Barrio Logan gallery and event space The Spot is doing the same. It’s now Stronghold Creative Studios and Gallery (1835 Main St.). The name change signifies a new direction toward functioning more as a collective with a focus on providing a creative work space for members. There will still be art shows and events at Stronghold, but fewer of them.
Angela Gigliotti, one of the founders of The Spot and now a member of Stronghold, says the new name is especially pertinent because of the transformation Barrio Logan has undergone in the last few years, with the addition of condo developments and cultural spaces.
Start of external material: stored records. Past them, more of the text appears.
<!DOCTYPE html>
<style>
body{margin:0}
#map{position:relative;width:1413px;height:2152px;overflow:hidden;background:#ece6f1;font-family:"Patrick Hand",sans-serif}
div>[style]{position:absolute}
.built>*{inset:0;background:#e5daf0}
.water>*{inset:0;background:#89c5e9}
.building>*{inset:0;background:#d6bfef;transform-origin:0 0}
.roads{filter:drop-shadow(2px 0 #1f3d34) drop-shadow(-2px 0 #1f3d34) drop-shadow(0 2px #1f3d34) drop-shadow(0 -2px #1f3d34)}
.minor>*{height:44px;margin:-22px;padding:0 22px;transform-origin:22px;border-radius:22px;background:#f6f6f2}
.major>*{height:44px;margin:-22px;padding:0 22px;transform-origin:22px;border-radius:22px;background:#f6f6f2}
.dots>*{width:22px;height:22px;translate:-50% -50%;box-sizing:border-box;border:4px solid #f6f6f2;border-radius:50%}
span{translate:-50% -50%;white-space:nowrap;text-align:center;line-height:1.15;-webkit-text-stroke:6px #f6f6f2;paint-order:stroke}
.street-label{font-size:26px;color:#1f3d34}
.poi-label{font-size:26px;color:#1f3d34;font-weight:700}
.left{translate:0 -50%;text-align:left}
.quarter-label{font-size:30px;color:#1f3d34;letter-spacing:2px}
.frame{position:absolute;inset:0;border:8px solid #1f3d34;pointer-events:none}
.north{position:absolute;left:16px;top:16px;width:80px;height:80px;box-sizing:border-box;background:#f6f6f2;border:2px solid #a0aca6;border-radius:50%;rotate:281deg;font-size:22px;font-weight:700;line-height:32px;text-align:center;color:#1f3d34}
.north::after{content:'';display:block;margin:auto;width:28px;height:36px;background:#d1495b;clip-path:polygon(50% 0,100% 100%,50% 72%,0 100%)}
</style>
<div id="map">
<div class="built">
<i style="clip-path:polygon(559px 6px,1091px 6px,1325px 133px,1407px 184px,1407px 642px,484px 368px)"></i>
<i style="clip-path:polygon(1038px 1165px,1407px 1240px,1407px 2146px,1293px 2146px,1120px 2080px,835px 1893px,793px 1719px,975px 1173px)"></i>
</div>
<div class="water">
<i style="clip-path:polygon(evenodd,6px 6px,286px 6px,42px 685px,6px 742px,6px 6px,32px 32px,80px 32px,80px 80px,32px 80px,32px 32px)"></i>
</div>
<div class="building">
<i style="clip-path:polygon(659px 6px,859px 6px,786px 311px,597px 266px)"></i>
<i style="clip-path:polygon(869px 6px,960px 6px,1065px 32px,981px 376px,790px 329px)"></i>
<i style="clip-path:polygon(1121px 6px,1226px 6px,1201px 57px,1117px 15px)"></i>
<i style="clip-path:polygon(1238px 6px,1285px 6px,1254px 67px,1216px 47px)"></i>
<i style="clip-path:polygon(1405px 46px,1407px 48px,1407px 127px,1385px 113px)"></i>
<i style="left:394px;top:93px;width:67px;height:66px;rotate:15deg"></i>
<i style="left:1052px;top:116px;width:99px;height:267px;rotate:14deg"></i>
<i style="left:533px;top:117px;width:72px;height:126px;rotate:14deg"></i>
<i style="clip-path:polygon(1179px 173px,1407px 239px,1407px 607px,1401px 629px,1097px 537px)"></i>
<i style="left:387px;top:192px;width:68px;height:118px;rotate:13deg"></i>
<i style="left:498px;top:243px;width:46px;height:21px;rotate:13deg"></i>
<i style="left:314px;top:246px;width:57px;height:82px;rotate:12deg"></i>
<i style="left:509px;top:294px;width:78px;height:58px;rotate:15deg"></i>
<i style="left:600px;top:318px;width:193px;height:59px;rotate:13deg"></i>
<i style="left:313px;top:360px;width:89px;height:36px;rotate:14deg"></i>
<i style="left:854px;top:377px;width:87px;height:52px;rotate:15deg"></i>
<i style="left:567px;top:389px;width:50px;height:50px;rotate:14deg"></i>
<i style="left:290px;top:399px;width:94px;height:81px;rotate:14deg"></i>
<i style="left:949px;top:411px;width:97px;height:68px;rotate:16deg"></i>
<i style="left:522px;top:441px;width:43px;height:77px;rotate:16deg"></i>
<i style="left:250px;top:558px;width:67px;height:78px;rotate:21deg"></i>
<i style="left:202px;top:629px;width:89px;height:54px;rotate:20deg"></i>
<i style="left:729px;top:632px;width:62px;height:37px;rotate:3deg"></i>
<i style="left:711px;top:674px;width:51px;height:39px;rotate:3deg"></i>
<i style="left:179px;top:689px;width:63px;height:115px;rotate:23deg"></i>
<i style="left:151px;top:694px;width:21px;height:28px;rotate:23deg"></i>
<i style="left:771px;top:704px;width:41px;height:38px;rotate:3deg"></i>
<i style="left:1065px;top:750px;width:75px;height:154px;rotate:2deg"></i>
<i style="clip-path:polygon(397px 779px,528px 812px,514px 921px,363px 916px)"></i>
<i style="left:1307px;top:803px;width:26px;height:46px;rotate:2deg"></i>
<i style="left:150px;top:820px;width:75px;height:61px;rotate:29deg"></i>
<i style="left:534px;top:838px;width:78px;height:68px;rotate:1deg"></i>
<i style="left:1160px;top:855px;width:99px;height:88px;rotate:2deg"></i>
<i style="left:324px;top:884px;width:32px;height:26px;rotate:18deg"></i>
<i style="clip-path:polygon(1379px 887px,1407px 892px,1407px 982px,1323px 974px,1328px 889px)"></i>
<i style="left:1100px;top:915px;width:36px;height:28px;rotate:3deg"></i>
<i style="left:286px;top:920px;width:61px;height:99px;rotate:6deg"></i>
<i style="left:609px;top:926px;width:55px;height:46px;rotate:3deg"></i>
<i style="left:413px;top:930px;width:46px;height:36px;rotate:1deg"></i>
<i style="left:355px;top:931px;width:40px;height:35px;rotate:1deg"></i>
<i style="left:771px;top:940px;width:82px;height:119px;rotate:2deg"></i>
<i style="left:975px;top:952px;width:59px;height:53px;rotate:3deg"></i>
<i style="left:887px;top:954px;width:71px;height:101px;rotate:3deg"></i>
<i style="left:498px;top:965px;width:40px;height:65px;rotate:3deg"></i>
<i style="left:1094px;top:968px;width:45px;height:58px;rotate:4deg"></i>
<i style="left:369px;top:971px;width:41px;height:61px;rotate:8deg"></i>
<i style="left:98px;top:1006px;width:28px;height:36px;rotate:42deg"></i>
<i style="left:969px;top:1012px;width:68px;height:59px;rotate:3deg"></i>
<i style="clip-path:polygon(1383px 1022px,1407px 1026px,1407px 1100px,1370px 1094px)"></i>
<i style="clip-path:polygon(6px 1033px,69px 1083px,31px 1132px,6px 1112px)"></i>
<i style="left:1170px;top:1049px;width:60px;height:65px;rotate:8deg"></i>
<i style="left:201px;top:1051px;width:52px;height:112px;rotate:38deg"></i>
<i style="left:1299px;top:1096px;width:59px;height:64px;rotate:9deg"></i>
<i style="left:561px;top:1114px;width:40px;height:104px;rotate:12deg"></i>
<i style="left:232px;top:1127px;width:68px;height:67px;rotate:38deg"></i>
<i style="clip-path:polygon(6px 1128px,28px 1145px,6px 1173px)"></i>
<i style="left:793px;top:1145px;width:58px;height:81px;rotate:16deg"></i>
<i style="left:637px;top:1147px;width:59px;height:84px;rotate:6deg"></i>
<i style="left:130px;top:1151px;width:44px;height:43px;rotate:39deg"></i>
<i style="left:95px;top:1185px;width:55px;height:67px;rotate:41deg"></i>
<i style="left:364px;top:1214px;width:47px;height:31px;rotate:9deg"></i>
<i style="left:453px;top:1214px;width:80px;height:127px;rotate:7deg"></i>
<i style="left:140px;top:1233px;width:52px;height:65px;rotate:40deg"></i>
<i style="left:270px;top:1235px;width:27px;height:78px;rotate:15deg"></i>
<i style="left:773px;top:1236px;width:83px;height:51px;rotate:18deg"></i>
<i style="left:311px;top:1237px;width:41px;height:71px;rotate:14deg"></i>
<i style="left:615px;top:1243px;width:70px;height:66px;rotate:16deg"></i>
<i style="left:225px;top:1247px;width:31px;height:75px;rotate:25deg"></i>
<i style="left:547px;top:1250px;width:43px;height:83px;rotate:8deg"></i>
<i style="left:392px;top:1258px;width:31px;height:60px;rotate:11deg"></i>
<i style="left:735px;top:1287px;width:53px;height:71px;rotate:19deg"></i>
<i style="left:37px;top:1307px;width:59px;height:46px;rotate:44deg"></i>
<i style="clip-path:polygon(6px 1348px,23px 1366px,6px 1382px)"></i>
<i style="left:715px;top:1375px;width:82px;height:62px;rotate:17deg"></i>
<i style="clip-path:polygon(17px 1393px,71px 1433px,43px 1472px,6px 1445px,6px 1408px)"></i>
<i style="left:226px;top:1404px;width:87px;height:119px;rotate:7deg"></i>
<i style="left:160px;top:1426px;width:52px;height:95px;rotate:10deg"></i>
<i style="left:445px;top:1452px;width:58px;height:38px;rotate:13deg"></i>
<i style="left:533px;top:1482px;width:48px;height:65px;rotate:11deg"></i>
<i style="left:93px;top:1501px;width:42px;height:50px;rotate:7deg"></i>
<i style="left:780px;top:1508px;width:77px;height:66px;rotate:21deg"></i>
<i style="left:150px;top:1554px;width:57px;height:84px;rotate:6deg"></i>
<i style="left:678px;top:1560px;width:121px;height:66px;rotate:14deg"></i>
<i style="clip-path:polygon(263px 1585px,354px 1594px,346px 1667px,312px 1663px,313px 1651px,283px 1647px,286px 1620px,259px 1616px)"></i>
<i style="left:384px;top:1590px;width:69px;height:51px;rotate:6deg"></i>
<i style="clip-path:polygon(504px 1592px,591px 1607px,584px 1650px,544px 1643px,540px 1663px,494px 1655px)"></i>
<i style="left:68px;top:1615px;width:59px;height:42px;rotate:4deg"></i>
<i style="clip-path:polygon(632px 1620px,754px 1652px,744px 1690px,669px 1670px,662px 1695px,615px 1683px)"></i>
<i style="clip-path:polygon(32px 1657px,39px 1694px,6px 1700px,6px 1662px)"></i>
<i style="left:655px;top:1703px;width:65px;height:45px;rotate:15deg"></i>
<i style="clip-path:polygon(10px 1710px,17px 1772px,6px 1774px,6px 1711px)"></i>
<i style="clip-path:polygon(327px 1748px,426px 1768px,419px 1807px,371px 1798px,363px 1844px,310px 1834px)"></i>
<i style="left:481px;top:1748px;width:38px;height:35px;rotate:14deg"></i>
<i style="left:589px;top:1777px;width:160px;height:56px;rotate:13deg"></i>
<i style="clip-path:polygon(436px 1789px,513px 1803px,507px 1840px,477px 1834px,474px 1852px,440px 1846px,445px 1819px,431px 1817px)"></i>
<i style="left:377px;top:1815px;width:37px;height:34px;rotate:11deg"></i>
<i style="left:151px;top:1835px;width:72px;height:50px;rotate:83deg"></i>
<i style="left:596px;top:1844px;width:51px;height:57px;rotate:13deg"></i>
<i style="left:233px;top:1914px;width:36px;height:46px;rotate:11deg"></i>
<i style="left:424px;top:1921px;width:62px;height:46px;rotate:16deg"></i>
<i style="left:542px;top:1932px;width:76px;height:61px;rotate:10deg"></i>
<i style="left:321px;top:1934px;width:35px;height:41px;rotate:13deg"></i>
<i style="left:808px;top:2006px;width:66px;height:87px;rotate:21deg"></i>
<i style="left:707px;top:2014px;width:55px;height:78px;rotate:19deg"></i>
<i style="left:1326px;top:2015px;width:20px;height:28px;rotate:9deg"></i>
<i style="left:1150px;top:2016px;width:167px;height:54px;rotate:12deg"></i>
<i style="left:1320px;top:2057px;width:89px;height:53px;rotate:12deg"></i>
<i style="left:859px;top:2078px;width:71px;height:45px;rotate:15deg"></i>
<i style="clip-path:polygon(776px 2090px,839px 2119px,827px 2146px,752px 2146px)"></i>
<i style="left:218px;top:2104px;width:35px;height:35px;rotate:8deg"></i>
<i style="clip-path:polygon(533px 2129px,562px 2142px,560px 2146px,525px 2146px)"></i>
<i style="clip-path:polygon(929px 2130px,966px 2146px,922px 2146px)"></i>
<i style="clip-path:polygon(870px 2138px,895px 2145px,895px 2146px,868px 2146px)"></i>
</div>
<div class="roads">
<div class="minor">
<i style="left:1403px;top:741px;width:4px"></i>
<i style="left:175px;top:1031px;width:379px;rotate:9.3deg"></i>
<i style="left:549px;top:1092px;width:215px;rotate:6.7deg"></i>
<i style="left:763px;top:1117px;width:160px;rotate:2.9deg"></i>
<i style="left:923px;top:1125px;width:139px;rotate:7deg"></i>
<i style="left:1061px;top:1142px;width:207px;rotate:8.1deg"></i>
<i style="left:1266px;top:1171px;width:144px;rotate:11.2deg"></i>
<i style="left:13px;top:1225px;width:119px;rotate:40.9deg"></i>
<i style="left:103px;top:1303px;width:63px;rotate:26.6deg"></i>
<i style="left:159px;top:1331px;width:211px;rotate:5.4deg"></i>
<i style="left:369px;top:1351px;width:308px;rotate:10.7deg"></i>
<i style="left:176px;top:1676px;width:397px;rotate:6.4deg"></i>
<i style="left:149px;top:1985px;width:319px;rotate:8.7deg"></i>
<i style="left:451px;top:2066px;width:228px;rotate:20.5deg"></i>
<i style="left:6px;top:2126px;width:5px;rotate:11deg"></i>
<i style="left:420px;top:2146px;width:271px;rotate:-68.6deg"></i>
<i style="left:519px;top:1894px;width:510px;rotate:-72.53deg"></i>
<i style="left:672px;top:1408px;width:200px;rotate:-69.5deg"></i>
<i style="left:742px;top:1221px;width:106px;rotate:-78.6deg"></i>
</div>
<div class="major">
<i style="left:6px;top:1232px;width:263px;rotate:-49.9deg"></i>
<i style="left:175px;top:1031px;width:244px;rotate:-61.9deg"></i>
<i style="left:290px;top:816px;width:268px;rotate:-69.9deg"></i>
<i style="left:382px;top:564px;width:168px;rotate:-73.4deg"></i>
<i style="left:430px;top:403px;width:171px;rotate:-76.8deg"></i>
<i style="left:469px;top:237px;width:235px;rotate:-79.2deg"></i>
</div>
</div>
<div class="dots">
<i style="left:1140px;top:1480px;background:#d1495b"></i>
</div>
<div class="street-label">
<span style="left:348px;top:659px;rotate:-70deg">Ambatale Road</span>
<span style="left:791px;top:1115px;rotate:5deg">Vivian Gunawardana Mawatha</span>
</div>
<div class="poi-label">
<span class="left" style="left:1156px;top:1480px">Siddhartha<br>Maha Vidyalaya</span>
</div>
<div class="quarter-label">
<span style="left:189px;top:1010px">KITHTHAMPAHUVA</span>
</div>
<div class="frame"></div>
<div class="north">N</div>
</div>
“We were talking about the neighborhood being gentrified,” she says. “Then we thought of the word ‘stronghold’ and looked up its definition. It felt like what we’re doing.”
For those without a Webster’s dictionary in hand, “stronghold” has two meanings: 1) “a place where a particular cause or belief is strongly defended or upheld” and 2) “a place that has been fortified so as to protect it against attack.”
Gigliotti believes gentrification has its benefits, and Barrio Logan’s seen them. The number of galleries and cultural spaces holding regular exhibitions and events is the biggest sign of neighborhood progress, in her view. However, she fears that the positive changes may lead to the neighborhood becoming overrun by nightclubs or that longtime residents will be priced out of the area. Barrio Logan’s rich cultural history could get watered down or even lost as a result of “outsiders” taking advantage of the area’s new hip status and investment opportunities.
With Stronghold, Gigliotti and the 15 other members hope to help preserve Barrio Logan’s identity while still creating opportunities for anyone wanting an outlet to work on their creative endeavors. They’ve changed the layout of the site to work with the new direction. There’s a recording studio, art studios, retail space and gallery space, which is showing an exhibition from Tijuana artist TEAK now through the end of the month. The members are even drafting a constitution to make sure the collective holds true to its new ideals.
“We want to be part of the positive changes,” Gigliotti says. “The things that draw people to a neighborhood are sometimes the things that get lost when gentrification happens. We want to be part of the arts-and-culture movement. It’s important for us to be there.”
A few details are still being ironed out, but a reopening celebration is in the works.